No Power at Doorbell

I have the pro doorbell, powered off the official Ring transformer. About a week ago it just stopped working. I confirmed 120VAC on the primary leads, but there is zero output from the transformer on the secondary and obviously no power to the doorbell itself.

So I ordered a replacement transformer from Ring, and i’m still having the same problem. 120 V confirmed, but no power coming out. If it helps at all, the resistance on the primary side of the first unit is about 21 OHMs, haven’t checked the new one. So not sure how to proceed…seems like it has to be the transformer? Is there anything I’m missing that it could be, other than the first transformer failing and the second being bad out of the box?

Also wondering if the doorbell unit itself developed a short and is killing the transformers. Anyone know how to test the doorbell itself with a multi?

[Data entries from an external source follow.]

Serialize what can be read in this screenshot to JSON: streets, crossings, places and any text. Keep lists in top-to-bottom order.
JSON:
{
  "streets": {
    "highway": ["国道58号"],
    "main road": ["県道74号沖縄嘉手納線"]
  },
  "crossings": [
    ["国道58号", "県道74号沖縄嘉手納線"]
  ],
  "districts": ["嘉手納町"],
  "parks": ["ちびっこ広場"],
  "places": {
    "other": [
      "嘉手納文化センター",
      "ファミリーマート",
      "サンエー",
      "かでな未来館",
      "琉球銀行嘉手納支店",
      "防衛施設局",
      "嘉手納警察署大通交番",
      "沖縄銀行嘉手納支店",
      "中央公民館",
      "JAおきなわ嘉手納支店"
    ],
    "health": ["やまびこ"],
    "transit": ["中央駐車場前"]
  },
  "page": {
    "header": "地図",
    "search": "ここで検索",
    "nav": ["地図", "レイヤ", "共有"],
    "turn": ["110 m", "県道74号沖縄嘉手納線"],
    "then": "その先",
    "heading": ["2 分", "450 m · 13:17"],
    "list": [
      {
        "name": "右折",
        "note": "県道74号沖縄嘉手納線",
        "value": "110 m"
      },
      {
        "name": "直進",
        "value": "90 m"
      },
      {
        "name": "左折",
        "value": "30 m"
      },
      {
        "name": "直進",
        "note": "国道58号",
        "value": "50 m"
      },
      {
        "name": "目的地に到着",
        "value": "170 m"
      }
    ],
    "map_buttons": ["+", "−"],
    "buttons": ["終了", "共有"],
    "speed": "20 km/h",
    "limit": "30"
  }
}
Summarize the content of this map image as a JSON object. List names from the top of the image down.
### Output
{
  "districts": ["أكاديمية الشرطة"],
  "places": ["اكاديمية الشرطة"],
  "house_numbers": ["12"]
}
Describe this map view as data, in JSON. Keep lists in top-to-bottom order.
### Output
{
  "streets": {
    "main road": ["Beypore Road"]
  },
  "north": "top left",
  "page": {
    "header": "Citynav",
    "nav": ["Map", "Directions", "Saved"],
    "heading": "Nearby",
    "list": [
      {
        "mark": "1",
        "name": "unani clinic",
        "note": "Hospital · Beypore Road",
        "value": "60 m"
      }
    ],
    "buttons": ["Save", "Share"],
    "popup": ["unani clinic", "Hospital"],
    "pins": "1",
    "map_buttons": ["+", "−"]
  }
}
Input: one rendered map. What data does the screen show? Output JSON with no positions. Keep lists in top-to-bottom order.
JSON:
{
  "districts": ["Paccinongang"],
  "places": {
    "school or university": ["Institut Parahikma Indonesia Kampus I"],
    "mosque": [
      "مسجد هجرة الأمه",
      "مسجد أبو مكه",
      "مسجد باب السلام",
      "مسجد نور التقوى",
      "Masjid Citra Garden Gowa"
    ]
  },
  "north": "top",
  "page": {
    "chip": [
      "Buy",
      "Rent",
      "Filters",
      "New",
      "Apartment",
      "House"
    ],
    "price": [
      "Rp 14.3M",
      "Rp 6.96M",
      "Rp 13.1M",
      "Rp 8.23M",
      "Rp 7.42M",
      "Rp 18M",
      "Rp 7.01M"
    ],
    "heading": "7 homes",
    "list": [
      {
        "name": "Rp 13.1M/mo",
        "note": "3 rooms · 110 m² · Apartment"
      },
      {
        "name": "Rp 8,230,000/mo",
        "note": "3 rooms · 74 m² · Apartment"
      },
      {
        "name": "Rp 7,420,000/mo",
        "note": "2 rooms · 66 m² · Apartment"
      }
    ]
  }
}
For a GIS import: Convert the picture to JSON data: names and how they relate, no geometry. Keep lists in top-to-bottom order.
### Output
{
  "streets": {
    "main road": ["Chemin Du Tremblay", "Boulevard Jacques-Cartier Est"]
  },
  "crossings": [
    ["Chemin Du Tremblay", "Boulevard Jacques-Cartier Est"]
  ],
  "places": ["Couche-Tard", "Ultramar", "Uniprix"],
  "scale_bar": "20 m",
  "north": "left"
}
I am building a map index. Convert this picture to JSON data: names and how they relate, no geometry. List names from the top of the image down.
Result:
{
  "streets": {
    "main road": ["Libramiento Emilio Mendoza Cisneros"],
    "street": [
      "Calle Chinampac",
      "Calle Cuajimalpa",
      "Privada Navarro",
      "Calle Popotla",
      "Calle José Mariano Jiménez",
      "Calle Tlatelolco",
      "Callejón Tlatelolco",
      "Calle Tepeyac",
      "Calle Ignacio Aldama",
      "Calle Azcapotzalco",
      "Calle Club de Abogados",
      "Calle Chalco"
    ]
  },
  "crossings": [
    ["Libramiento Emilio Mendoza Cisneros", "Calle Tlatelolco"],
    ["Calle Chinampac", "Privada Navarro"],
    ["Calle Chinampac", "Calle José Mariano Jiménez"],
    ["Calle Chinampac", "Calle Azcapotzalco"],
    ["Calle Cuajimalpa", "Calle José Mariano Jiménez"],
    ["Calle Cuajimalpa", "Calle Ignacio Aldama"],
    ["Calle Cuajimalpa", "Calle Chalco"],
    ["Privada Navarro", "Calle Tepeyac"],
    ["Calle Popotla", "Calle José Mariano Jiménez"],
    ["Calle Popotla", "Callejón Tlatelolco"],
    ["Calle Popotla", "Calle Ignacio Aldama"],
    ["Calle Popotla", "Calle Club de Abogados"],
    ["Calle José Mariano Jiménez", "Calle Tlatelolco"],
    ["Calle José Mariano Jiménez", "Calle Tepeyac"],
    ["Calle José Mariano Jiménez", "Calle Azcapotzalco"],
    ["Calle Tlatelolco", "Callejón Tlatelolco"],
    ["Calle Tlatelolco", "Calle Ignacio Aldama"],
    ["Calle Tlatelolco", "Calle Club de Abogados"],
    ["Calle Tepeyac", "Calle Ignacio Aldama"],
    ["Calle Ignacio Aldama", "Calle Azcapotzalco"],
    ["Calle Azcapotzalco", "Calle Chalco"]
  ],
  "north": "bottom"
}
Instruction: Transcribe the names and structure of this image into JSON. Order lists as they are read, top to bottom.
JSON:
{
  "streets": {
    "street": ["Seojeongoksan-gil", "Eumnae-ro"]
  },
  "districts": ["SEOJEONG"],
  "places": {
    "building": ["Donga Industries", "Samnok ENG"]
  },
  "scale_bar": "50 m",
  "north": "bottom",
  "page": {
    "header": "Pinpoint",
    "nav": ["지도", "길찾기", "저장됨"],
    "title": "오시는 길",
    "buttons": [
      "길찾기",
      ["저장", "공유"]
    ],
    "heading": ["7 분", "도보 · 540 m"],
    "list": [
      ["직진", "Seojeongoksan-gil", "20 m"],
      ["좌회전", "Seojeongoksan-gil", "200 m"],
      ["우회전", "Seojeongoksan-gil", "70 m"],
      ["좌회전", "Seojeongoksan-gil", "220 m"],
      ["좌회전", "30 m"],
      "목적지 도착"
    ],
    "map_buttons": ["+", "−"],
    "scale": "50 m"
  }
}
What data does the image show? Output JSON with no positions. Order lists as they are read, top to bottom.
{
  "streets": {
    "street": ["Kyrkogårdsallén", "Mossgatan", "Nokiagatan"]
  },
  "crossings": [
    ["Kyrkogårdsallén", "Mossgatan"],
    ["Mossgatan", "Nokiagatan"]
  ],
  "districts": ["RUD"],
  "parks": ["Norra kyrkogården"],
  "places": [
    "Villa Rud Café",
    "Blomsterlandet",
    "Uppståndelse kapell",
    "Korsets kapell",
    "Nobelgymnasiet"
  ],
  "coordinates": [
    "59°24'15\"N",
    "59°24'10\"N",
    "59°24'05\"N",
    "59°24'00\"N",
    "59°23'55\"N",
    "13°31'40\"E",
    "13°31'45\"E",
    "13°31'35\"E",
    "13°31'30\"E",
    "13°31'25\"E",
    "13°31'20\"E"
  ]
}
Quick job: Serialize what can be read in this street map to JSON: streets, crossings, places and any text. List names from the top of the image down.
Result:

Hey @TheDyers! You’ve covered just about everything I’d recommend and more. Thank you for including the OHMs to show resistance, in which there does not sound to be a lot of. The Pro Power Kit should also be installed (depending on region) between the Doorbell Pro and transformer, whether it is to include the chime kit, or bypass it.

The length of wire run and gauge of the wire can also determine resistance and flow of voltage to your Video Doorbell Pro. Check out this Hardwiring Guide for some main variables I check when installing a Doorbell Pro.

As you’ve worked with our support team for a transformer replacement, they can certainly help with a more in-depth look at this, if needed. Please give our support team a call at one of the numbers available here. We’re taking additional steps to protect our team and help reduce the spread of COVID-19, so this has resulted in longer than normal wait times. If you are outside of the US, please read our response to COVID-19 here to see how to contact support.

Thanks Marley. The way i have this set up is a very short trip from the transformer to the Ring Pro, like just a matter of about three feet. Using 18 gauge wire, so i don’t think resistance is the issue.

You mention an interesting thing - per the instructions, the Power Pro kit is not needed with the pro unless one is using a wired, traditional chime. Is that not correct?

Also, if the kit is in fact required, I’m thinking the Ring Pro itself may have bitten the dust. Is there any way to check functionality of that using a multi?

Note that I’d call, but the hold times are so extreme that i really can’t step away from my job for the hour it will take to get someone :confused: so really hoping to get some more insight here. Thanks!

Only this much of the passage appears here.